I had thought that the recent QA problems were some flutter in the way we test things, but this no longer appears to be the case. Thus I'm filing a bug. Here is what I know so far. (I'm substituing "accessor" for "database key" to avoid confusion) When certutil generates the DSA key pair, it stores the private key in the database using the public key as the accessor. At this time, the public key does not ever appear to have a leading 0. When pk12util attempts to retrieve the key, it occassionally has a leading 0. When it does, retrieval fails. Adding code that says "if you don't find the key and the public key has a leading 0, try with an accessor that is the public key without the leading 0" causes retrieval to work. However, later on, pk12util fails to import the key. I know that somewhere deep in my memory is the reason why we sometimes add leading 0's, and it has something to do with when the first byte exceeds a certain value. But I can't for the life of me remember exactly what it is. At any rate, the code needs to be consistent. It must either store the key with a leading zero, or not expect it to be there when it goes looking for it. Note, of course, that the prescence/absence of a leading 0 does not affect the math.
Ian, does this mean your previous fix of reading the password file once and leaving the password in memory is not the right fix? Bob, could you help Ian investigate this bug?
Way back in the early days, we had a bignum library which we had aquired from a vendor.
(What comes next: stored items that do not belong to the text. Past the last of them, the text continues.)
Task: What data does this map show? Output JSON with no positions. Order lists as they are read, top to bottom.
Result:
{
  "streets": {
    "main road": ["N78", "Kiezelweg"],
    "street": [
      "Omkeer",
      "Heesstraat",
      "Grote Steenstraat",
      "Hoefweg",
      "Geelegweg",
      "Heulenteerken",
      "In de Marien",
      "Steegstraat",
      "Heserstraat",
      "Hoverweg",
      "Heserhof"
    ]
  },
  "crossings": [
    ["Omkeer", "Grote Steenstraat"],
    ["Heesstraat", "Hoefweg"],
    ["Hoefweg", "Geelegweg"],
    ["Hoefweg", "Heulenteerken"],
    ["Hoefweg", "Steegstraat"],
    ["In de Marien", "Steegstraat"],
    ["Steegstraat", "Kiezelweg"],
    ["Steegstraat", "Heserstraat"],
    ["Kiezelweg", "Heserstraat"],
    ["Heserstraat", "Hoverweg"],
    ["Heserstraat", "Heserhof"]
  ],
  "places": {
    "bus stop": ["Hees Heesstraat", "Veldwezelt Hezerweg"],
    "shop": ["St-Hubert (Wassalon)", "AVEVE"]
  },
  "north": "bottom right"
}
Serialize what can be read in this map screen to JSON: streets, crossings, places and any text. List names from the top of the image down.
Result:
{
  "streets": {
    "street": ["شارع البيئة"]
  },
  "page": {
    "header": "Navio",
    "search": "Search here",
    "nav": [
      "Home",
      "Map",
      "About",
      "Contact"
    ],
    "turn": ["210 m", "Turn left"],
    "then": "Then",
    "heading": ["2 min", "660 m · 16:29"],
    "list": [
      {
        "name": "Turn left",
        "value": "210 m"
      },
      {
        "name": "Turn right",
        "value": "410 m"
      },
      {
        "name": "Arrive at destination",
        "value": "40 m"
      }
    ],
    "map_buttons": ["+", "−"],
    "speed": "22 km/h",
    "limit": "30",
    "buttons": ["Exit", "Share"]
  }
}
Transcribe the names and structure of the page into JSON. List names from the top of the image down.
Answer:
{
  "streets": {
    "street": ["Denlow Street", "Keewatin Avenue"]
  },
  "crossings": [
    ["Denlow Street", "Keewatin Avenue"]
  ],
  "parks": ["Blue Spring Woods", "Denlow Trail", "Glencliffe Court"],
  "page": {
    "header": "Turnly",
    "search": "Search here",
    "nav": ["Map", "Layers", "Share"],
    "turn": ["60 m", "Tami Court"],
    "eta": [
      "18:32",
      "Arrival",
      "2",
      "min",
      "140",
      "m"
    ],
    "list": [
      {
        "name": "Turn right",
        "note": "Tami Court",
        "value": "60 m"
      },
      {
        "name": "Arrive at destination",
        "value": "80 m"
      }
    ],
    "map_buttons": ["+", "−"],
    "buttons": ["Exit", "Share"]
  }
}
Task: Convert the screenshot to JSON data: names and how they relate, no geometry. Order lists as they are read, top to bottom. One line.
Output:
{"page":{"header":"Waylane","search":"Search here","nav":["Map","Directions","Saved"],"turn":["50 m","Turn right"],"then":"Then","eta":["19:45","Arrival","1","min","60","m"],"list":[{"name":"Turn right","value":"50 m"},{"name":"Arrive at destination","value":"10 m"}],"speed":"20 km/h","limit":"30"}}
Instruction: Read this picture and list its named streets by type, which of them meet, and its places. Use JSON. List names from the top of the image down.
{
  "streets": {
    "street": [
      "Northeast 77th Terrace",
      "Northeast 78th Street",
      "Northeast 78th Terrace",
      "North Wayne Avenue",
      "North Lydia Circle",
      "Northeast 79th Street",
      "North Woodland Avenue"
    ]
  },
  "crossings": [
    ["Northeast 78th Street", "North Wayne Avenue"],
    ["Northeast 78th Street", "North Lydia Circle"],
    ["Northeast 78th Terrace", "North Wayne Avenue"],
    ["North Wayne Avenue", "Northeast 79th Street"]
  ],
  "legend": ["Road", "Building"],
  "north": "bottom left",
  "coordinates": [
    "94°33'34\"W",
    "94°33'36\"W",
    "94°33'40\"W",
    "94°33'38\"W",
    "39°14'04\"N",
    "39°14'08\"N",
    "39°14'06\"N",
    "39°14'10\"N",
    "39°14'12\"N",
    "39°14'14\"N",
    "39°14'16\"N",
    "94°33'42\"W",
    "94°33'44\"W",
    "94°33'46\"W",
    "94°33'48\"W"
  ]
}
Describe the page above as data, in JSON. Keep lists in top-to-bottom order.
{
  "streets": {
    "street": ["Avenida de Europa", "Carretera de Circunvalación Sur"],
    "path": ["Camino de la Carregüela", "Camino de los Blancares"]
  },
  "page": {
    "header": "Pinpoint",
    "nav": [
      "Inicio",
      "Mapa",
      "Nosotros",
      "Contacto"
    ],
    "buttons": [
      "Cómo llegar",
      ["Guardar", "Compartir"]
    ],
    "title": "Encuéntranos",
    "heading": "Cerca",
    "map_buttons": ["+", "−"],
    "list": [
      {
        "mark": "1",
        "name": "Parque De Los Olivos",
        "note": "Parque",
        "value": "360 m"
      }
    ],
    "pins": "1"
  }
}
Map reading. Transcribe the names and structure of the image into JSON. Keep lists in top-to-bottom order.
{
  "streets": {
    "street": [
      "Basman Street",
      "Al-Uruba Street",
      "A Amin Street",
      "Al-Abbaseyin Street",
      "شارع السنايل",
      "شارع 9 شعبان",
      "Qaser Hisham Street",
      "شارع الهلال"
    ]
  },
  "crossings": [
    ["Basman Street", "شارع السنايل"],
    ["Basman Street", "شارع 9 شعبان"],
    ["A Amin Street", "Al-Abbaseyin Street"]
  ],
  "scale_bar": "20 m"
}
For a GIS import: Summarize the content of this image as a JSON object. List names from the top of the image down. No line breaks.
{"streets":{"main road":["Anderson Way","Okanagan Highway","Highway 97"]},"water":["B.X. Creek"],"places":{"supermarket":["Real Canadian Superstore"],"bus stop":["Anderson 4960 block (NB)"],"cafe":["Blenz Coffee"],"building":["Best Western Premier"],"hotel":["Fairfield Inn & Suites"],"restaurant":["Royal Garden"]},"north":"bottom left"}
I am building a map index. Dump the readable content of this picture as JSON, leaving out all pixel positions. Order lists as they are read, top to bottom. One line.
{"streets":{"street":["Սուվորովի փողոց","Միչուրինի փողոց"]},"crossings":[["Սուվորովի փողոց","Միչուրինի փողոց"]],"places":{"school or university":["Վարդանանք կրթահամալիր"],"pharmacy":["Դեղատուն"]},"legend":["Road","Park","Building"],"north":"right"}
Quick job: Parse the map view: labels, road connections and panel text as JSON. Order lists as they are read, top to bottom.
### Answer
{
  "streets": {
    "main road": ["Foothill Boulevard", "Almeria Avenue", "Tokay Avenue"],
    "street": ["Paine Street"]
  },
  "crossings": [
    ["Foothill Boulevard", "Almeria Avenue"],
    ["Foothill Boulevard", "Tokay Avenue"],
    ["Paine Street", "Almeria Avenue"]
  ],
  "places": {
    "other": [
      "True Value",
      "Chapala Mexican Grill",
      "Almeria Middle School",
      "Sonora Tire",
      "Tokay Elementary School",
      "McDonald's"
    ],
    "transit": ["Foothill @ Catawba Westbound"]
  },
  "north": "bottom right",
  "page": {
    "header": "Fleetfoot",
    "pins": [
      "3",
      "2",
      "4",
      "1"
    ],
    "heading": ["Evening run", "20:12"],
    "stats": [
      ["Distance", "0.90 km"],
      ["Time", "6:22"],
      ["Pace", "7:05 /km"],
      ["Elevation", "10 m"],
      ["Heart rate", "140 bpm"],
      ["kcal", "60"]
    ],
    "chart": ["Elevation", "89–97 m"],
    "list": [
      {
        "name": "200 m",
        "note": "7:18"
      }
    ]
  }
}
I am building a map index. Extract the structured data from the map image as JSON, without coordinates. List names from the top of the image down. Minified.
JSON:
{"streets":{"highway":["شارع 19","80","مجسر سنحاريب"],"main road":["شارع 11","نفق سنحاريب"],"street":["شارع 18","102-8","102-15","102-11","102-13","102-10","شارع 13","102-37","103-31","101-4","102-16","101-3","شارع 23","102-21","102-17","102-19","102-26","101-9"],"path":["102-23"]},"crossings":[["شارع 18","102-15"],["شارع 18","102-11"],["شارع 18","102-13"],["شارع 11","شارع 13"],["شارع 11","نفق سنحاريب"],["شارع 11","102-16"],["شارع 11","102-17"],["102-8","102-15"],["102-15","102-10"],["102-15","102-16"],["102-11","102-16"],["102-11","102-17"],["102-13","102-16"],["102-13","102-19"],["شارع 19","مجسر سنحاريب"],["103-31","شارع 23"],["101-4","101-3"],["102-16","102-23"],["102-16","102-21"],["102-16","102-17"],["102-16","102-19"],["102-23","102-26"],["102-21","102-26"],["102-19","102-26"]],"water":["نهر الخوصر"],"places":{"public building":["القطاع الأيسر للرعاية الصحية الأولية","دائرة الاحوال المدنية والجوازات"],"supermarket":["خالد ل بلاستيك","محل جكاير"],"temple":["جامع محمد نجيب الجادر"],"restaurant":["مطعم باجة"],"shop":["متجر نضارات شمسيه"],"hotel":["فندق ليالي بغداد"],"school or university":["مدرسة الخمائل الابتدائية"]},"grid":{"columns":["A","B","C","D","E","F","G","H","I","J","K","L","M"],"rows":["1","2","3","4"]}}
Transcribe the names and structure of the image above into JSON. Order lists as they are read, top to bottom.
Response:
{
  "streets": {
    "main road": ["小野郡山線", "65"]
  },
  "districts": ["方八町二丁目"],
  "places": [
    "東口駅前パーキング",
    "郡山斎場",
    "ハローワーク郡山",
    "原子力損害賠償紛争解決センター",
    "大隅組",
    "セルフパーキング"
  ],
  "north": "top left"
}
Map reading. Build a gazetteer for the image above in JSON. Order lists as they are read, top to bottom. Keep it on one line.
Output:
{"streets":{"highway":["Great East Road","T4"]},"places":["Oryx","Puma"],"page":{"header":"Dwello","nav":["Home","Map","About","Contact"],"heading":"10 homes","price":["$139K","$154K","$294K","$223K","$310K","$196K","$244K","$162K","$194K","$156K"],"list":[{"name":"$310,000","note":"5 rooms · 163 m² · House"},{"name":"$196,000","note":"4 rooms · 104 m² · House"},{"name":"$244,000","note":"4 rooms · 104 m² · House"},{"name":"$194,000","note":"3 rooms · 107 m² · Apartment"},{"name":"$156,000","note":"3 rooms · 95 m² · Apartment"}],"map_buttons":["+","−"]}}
That bignum library was a signed library (it would treat the various values as signed values), therefore all our code would be care to make sure that all our values were positive. PKCS #11 uses unsigned values. There is code in the PKCS #11 wrappers and softoken to convert from signed to unsigned and back. Now our big num library operates with unsigned values, but our der decoder and our legacy databases still store the signed values. So how do we turn an unsigned value into a signed value? signed: if the most significant bit is '1' then we add a leading '0'. (That will explain your 1 in 10 or so failure rate). bob
I still have some questions: 1. I know our RSA code did the same thing. Why are we only having database problems with DSA? 2. How do we fix it? Do we remove the code that prepends the leading 0? I assume that would have wide-ranging consequences. Do you think my workaround is correct? If so, I will start investigating why it failed later on.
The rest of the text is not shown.